* The data *
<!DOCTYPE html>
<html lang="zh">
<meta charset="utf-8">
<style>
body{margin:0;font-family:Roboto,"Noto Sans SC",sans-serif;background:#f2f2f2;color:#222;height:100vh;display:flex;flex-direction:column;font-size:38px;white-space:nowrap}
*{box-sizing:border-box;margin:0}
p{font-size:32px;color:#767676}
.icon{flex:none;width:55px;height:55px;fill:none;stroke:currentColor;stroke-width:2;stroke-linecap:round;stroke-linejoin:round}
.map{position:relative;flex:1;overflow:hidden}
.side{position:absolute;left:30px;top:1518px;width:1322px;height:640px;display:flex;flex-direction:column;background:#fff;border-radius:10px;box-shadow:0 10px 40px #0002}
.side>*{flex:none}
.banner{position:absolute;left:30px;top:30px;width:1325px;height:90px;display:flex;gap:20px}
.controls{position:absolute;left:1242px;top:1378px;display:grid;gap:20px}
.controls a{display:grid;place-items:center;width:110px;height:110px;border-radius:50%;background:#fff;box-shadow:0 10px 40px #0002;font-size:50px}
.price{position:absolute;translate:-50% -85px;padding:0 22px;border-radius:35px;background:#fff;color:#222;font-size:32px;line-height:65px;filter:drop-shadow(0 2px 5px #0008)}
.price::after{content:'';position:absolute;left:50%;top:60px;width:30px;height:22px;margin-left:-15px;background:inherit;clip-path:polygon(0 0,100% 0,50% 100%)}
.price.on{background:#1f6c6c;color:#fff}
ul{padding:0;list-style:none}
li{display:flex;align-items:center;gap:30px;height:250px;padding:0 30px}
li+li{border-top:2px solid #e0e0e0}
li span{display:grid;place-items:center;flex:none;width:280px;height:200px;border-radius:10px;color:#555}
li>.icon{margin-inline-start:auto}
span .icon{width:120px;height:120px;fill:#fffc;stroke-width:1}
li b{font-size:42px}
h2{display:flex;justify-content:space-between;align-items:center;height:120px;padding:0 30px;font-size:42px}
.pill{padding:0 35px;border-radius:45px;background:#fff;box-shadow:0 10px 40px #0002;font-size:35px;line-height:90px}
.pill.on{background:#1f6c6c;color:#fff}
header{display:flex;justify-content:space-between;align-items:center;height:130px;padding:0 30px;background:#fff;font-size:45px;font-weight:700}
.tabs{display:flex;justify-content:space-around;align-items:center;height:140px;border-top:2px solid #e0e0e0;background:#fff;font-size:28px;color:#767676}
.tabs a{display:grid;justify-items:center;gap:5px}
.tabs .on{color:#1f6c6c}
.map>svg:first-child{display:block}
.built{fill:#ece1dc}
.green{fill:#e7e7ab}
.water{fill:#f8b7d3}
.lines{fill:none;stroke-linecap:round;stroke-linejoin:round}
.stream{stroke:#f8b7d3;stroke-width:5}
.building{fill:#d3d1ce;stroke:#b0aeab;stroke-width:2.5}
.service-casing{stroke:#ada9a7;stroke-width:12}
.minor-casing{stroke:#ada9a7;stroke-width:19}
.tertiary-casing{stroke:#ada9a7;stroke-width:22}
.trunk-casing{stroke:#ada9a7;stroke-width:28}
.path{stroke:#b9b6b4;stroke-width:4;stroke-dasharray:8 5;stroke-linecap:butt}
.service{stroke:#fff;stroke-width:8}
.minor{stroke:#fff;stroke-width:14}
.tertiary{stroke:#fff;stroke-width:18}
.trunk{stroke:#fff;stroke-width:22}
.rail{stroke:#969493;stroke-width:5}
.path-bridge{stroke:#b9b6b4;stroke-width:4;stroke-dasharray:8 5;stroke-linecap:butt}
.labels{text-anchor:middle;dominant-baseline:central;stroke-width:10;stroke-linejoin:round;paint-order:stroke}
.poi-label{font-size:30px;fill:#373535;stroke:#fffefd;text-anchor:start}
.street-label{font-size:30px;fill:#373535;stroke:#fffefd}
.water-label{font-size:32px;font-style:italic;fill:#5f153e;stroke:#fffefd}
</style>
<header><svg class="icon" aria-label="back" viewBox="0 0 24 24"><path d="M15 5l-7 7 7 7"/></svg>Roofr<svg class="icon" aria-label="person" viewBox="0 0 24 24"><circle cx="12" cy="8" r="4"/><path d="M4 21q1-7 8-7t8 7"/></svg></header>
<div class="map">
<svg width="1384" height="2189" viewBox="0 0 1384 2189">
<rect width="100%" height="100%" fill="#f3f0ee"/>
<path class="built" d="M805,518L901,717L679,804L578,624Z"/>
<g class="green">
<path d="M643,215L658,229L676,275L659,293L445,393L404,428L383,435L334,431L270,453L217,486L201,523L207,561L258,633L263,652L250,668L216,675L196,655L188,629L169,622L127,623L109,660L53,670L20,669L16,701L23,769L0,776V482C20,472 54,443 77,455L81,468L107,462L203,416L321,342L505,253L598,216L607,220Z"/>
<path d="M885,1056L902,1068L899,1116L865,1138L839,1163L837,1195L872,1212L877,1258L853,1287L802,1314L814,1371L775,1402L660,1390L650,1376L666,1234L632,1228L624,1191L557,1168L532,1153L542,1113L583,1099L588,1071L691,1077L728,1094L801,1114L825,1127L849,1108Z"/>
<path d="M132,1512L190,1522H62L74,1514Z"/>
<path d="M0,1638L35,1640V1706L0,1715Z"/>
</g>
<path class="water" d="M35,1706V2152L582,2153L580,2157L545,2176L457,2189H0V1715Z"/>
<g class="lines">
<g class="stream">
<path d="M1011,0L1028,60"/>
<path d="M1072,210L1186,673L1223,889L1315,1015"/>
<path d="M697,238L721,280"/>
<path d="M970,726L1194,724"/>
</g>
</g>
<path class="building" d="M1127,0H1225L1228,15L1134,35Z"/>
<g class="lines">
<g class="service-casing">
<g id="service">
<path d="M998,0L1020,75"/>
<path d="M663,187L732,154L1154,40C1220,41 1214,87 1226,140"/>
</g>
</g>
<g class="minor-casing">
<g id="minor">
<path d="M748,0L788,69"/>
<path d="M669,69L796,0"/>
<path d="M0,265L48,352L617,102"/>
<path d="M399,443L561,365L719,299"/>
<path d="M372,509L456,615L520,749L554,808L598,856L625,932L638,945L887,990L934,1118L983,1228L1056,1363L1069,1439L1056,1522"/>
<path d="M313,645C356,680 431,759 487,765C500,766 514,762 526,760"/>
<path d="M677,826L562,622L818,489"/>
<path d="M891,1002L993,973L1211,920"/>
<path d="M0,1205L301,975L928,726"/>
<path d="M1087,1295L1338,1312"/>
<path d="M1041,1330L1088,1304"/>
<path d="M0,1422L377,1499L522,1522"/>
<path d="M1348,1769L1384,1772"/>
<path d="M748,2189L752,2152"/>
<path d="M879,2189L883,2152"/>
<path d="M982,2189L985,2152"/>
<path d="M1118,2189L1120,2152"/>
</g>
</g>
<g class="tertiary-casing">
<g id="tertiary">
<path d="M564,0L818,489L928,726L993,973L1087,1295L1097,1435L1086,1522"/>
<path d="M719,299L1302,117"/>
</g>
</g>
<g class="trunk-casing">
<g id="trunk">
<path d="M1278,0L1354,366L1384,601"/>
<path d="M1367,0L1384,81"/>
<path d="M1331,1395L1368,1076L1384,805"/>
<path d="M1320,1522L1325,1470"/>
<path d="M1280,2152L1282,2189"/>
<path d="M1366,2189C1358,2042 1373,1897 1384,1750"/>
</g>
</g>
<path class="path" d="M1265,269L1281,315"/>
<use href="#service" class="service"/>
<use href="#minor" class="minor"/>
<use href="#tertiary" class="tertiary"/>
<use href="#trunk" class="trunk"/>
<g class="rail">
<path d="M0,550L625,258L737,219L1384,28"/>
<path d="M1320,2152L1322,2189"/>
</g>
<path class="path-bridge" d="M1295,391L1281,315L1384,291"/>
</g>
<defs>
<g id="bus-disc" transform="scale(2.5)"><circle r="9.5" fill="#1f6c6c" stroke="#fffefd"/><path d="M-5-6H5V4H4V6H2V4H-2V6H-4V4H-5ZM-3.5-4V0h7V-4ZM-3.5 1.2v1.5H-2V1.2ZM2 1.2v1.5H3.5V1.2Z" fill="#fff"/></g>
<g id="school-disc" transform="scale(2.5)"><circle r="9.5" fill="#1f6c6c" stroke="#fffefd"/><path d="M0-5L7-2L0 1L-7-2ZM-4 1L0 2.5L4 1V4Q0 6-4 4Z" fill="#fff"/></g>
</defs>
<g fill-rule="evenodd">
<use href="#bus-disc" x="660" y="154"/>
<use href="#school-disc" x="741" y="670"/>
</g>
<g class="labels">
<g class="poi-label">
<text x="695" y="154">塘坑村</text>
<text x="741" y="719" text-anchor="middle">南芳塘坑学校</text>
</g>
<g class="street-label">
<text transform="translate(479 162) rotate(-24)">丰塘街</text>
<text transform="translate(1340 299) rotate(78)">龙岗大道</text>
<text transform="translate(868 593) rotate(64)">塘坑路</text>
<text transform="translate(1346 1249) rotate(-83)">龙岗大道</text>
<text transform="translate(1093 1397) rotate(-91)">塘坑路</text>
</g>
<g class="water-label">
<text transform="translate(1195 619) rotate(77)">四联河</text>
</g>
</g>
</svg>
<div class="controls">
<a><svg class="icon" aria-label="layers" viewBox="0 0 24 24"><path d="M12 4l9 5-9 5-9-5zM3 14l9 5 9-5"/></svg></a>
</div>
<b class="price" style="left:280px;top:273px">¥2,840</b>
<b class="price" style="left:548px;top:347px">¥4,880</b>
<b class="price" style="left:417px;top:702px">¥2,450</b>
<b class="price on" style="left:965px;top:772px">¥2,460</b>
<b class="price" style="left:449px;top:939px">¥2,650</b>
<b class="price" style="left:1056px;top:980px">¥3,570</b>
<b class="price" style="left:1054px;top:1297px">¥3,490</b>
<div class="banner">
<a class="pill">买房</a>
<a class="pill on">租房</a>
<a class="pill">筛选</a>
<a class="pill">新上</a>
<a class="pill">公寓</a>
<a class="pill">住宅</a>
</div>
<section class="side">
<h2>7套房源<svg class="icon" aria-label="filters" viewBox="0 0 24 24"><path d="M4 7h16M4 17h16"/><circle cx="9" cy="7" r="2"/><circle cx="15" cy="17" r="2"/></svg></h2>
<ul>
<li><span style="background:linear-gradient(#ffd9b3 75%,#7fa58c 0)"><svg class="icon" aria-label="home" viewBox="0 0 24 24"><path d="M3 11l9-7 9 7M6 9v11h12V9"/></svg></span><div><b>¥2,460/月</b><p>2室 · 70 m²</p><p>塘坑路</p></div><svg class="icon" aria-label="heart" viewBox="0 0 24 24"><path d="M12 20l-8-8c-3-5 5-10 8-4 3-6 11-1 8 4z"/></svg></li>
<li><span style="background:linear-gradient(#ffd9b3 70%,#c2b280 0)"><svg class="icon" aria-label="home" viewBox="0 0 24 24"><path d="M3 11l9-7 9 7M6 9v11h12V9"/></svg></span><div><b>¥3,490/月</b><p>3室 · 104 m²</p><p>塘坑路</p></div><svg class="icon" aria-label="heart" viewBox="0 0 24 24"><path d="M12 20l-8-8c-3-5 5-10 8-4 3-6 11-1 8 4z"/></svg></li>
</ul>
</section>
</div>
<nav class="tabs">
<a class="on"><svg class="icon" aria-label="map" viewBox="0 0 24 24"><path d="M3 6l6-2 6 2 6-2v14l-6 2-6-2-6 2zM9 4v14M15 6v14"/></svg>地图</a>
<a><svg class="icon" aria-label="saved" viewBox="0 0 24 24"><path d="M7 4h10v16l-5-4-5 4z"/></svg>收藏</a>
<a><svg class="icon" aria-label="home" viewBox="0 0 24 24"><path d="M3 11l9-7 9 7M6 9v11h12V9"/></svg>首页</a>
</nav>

* What you should do *
All lines above that contain "controls" are required in the answer.

* Response for this exercise *
.controls{position:absolute;left:1242px;top:1378px;display:grid;gap:20px}
.controls a{display:grid;place-items:center;width:110px;height:110px;border-radius:50%;background:#fff;box-shadow:0 10px 40px #0002;font-size:50px}
<div class="controls">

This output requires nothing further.